As Shorts Go Extinct, All Market "Sell Signals" Are Now Completely Useless
Last November, several months before the reddit targeted squeeze of highly shorted names like GME and AMC arrived, we looked at the latest hedge fund 13F filings and said that "Hedge Funds Go "All-In" As Bears Go Extinct: Shorts Drop To Record Lows", presenting the following chart from Goldman which showed that short interest in the median S&P500 had collapsed to all time lows.
Incidentally, that's also when we predicted that those stocks which still had some shorts left are about to suffer major squeeze in the coming weeks:
... since it is the most shorted stocks that end to do far better than the most popular ones, especially during market-wide squeezes such as the one seen since March, here is also the list of 50 most-shorted stocks. As usual, our advice is to go long the most hated names and short the most popular ones - a strategy that has generated alpha without fail for the past 7 years, ever since we first recommended it back in 2013.
Boy, would we be right just two months later...
But anyway, last weekend Bloomberg picked up on this theme, and six months after our eulogy for shorts, reiterated that "Stock Shorts Collapse as No Hedge Fund Wants ‘Head Ripped Off"
Wall Street bears battered by the Reddit crowd earlier this year have yet to regain their gumption, even with stocks at records and valuations near two-decade highs. The median short interest in members of the S&P 500 sits at just 1.6% of market value, near a 17-year low, according to Goldman Sachs Group Inc. In Europe, a short-covering frenzy has sent bearish bets collapsing like never before in Morgan Stanley data.
They’re all signs of the bullish mania propelling global equities to fresh records this month, thanks to the economic re-opening and big policy stimulus. The smart money has little appetite to wager against either expensive or deadbeat companies -- especially after being lashed by the day-trader army earlier this year.
“There’s just mass euphoria,” said Benn Dunn, president of Alpha Theory Advisors. “No one wants to get their head ripped off by a short anymore.”
The chart BBG showed is one we have frequently posted over the years - the only chronicling the demise of all bears in a market that is now a centrally-planned policy tool used primarily by politicians:
And while the article echoed many of the stats we have discussed previously, what was left unsaid is just how broken the market has become as a result of this unprecedented bullish pile up which has not only eradicated all the shorts but has pushed hedge funds all in to never before seen levels, with Goldman's Prime Brokerage noting last week that hedge fund gross leverage is now the highest on record.

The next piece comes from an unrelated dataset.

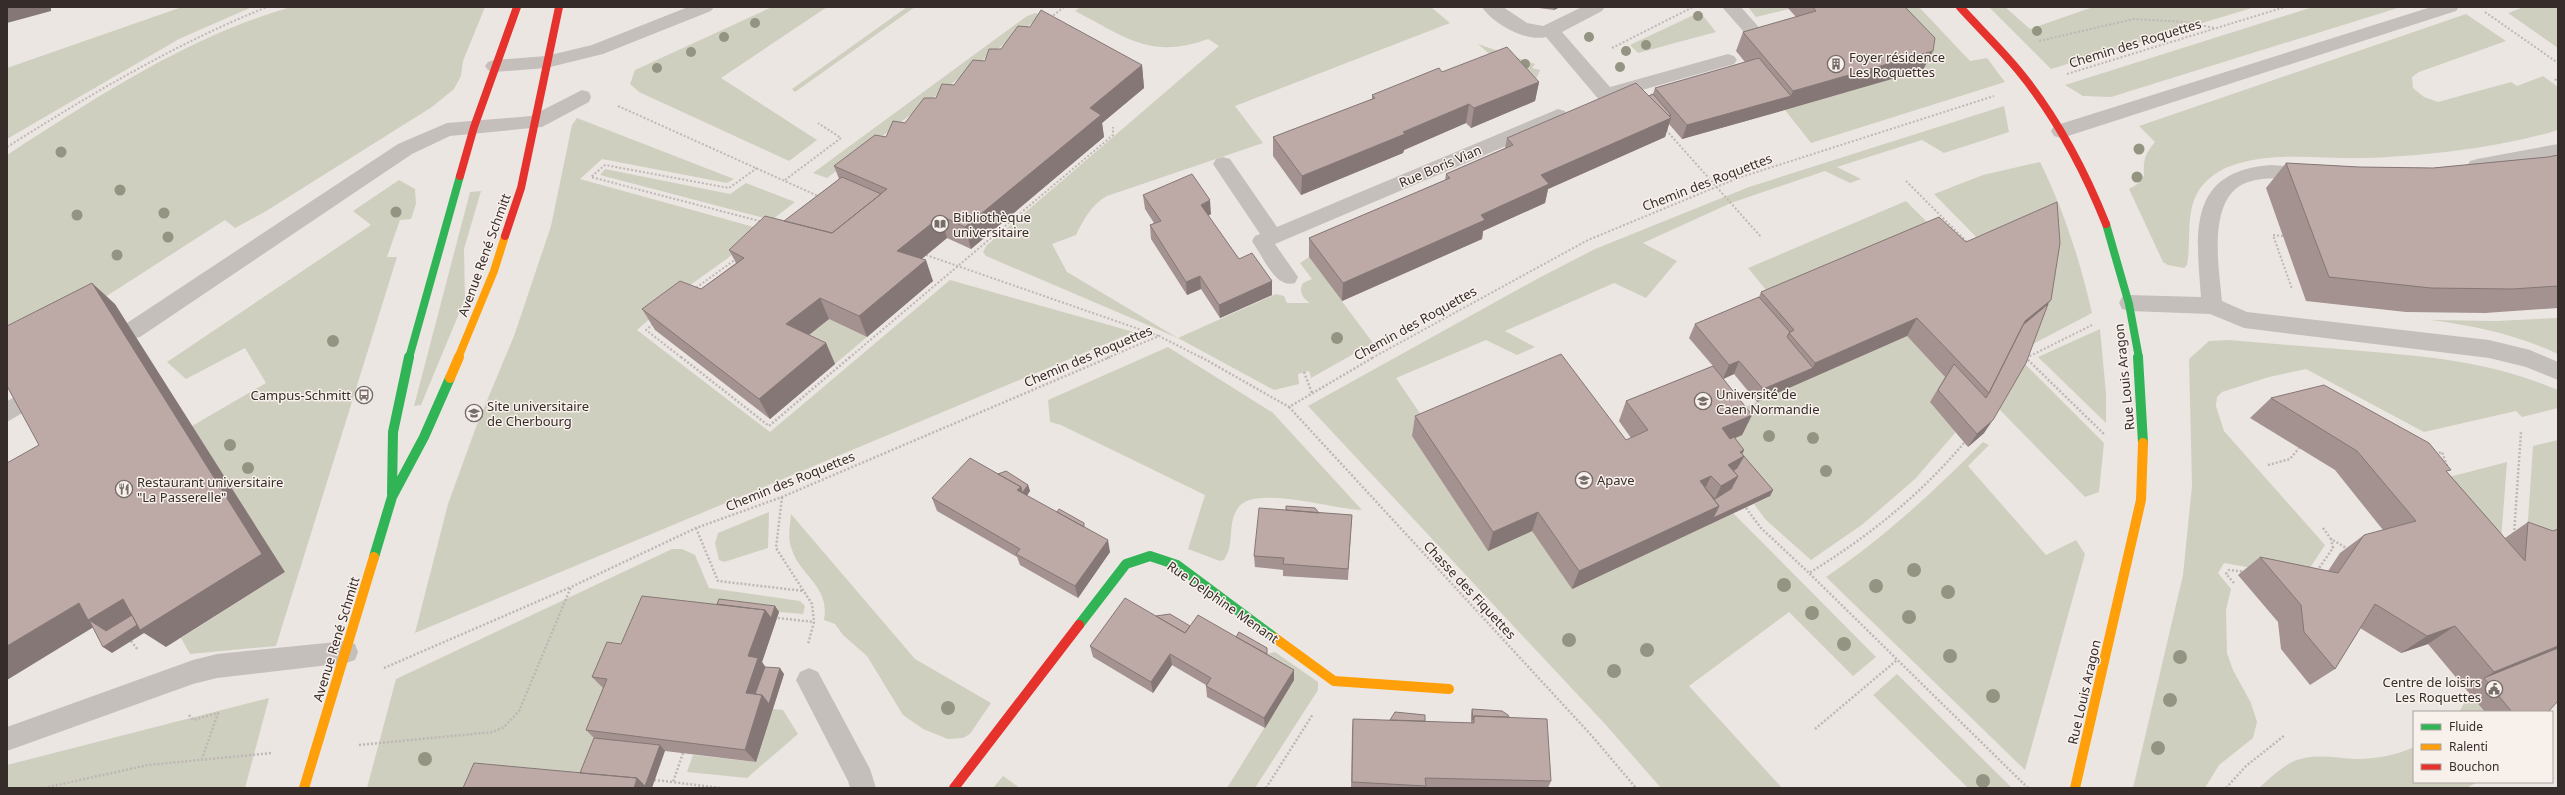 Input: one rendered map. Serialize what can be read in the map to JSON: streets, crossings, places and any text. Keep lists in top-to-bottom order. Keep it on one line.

So in a much needed follow up, this weekend Bloomberg looked at the practical implications of what happens when everyone is bullish and - to nobody's surprise really - found that conventional sell signals no longer work at all, or as it put it "If you bailed because of Bollinger Bands, ran away from relative strength or took direction from the directional market indicator in 2021, you paid for it."
It’s testament to the straight-up trajectory of stocks that virtually all signals that told investors to do anything but buy have done them a disservice this year. In fact, when applied to the S&P 500, 15 of 22 chart-based indicators tracked by Bloomberg have actually lost money, back-testing data show. And all are doing worse than a simple buy-and-hold strategy, which is up 11%.
Repeating something we have hammered since... oh.... 2009 when we first said that nothing makes sense in a "market" that is manipulated, controlled and micro-managed by central banks, Bloomberg summarizes this exercise as "a reminder of the futility of calling a market top in a year when the journey has basically been a one-way trip."
“What we’ve seen this year is a very strong up market that didn’t get many pullbacks,” Larry Williams - creator of the Williams %R indicator that’s designed to capture a shift in a security’s momentum - told Bloomberg A long-short strategy based on the technique is down 7.8% since the end of December.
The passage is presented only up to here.